|Home | About | Journals | Submit | Contact Us | Français|
Vascular plants appeared ~410 million years ago then diverged into several lineages of which only two survive: the euphyllophytes (ferns and seed plants) and the lycophytes (1). We report here the genome sequence of the lycophyte Selaginella moellendorffii (Selaginella), the first non-seed vascular plant genome reported. By comparing gene content in evolutionary diverse taxa, we found that the transition from a gametophyte- to sporophyte-dominated life cycle required far fewer new genes than the transition from a non-seed vascular to a flowering plant, while secondary metabolic genes expanded extensively and in parallel in the lycophyte and angiosperm lineages. Selaginella differs in post-transcriptional gene regulation, including small RNA regulation of repetitive elements, an absence of the tasiRNA pathway and extensive RNA editing of organellar genes.
Selaginella moellendorffii, like all lycophytes, has features typical of vascular plants, including a dominant and complex sporophyte generation (Fig. 1A and B) having vascular tissues with lignified cell types. Lycophytes also share traits with non-seed plants, most notably the release of haploid spores (Fig. 1C) from the sporophyte and a gametophyte generation that develops independently of the sporophyte. Because the lycophytes are an ancient lineage that diverged shortly after land plants evolved vascular tissues (Fig. 2A) (1), we sequenced the Selaginella genome to provide a resource for identifying genes that may have been important in the early evolution of developmental and metabolic processes unique to vascular plants.

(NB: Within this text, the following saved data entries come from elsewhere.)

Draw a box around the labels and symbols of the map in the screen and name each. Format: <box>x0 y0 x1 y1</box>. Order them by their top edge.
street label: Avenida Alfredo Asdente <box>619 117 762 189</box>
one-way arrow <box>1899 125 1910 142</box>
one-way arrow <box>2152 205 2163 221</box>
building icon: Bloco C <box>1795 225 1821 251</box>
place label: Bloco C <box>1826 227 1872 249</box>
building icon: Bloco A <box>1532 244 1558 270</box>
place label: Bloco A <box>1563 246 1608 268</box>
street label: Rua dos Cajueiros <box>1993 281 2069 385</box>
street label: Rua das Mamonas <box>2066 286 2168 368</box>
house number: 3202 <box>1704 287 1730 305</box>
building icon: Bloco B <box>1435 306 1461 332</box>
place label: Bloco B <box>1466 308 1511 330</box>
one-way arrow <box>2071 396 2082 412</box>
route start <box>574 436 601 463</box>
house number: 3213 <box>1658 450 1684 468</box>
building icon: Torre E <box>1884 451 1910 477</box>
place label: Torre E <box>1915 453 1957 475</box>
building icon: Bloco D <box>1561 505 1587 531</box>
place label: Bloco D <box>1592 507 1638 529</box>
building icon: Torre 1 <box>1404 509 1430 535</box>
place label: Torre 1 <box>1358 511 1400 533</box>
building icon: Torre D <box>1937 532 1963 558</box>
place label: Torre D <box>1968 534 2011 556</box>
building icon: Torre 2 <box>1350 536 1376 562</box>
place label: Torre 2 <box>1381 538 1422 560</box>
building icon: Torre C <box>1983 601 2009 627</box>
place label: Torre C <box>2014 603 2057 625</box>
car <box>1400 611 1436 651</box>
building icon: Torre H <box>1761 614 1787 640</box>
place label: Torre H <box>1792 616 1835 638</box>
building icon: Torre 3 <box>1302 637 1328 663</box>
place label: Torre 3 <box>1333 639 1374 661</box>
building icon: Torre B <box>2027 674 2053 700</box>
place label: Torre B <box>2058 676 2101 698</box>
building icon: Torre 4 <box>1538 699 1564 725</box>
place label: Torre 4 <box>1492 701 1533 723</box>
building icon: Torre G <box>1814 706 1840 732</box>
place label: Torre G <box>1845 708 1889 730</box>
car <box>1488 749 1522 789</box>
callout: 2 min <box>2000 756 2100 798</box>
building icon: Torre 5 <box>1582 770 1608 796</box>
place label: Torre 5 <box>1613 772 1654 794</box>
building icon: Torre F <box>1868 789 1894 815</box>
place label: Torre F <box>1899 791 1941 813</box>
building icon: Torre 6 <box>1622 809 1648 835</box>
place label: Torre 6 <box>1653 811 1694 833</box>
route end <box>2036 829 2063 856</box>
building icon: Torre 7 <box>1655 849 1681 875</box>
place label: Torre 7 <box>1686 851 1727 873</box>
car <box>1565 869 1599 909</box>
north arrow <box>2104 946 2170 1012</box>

The Selaginella genome was sequenced using whole-genome shotgun sequencing (2). The assembled genome size (212.6 Mbp) is twice that determined by flow cytometry (3), indicating that the assembled genome includes two haplotypes of ~106 Mbp that are 98.5% identical at the nucleotide level. A deduced haplotype has 22,285 predicted protein-coding genes, of which 37% are supported by EST sequences, and 58 microRNA (miRNA) loci (2, 4). The Selaginella genome lacks evidence of an ancient whole genome duplication or polyploidy (2), unlike all other sequenced land plant genomes (5–7). Gene density in Selaginella and Arabidopsis, which has a slightly larger genome size, is very similar (2), and both genomes having gene-poor regions rich in transposable elements (TEs) and other repetitive sequences (2). While fewer genes and smaller introns (2) contribute to a genome size smaller than Arabidopsis, this is offset by a greater proportion of TEs in Selaginella (37.5% vs. 15% in Arabidopsis)(2). LTR retrotransposons are the most abundant TEs, occupying one-third of the Selaginella genome (2).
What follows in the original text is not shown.